▶ Task: Copy, from the entries below, each line where the word "icon" can be found.

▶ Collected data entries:
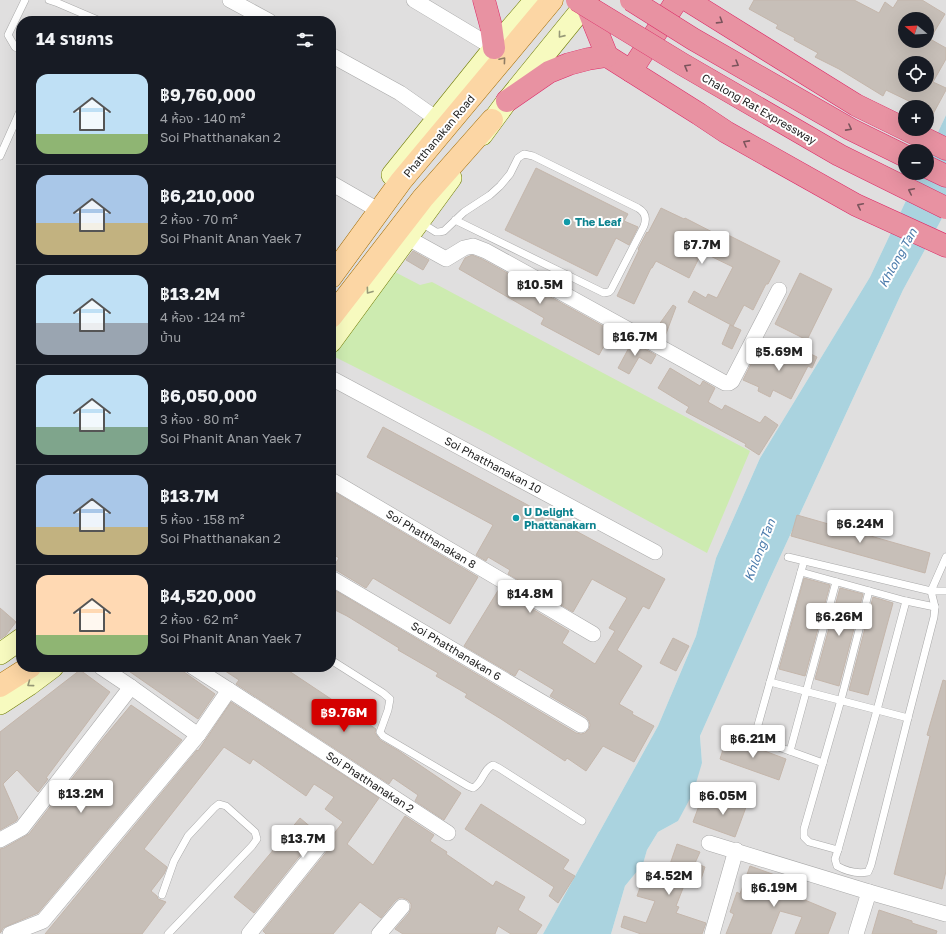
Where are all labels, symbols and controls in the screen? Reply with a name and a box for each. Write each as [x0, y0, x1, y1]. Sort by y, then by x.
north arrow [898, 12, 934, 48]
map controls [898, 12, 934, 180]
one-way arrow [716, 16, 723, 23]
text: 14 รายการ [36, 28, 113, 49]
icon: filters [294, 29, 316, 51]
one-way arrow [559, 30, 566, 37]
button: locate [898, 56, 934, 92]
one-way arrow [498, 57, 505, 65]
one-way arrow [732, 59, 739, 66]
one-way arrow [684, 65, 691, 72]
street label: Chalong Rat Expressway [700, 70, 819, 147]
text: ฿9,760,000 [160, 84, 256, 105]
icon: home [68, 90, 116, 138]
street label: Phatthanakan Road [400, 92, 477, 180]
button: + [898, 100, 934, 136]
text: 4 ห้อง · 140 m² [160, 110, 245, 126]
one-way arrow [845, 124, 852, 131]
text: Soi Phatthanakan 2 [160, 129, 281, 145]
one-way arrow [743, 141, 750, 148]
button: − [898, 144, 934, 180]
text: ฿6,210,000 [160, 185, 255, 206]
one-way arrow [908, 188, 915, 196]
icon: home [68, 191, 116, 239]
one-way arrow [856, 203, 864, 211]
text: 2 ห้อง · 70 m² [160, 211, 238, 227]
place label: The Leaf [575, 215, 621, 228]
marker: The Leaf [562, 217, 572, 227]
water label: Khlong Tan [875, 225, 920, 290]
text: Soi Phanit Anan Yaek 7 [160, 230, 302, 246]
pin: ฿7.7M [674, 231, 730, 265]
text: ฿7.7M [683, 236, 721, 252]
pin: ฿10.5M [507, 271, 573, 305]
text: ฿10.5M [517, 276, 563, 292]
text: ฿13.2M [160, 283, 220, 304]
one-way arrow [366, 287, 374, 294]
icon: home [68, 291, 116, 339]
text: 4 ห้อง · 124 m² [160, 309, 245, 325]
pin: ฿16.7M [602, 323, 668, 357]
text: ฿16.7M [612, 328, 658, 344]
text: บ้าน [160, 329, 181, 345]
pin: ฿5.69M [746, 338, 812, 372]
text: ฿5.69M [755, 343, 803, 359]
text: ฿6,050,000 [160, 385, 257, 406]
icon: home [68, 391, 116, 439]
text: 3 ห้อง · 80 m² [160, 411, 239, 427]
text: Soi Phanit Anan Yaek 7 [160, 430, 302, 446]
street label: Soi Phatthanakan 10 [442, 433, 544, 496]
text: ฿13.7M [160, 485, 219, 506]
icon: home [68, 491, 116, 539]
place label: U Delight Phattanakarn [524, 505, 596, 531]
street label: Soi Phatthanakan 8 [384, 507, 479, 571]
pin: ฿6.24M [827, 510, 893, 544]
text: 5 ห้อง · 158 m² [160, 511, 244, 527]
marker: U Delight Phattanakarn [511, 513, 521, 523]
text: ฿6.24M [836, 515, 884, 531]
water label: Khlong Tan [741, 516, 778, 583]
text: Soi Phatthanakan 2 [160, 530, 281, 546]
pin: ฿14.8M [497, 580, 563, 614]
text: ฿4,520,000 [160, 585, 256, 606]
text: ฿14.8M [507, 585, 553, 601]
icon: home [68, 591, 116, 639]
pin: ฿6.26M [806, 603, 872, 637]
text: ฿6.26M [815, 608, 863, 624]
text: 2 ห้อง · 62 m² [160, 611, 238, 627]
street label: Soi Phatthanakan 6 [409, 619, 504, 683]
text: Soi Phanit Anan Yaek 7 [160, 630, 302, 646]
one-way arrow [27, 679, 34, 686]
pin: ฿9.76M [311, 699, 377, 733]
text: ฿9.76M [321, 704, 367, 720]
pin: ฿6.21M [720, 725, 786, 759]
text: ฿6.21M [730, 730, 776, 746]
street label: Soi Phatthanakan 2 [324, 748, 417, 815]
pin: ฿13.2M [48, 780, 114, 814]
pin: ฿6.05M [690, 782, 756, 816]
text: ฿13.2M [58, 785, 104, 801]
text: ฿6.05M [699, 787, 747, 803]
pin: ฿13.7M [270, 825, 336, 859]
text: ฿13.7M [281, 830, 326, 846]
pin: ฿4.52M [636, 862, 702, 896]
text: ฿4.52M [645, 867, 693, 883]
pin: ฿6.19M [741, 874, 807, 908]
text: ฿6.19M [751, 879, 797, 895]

▶ Task response:
icon: filters [294, 29, 316, 51]
icon: home [68, 90, 116, 138]
icon: home [68, 191, 116, 239]
icon: home [68, 291, 116, 339]
icon: home [68, 391, 116, 439]
icon: home [68, 491, 116, 539]
icon: home [68, 591, 116, 639]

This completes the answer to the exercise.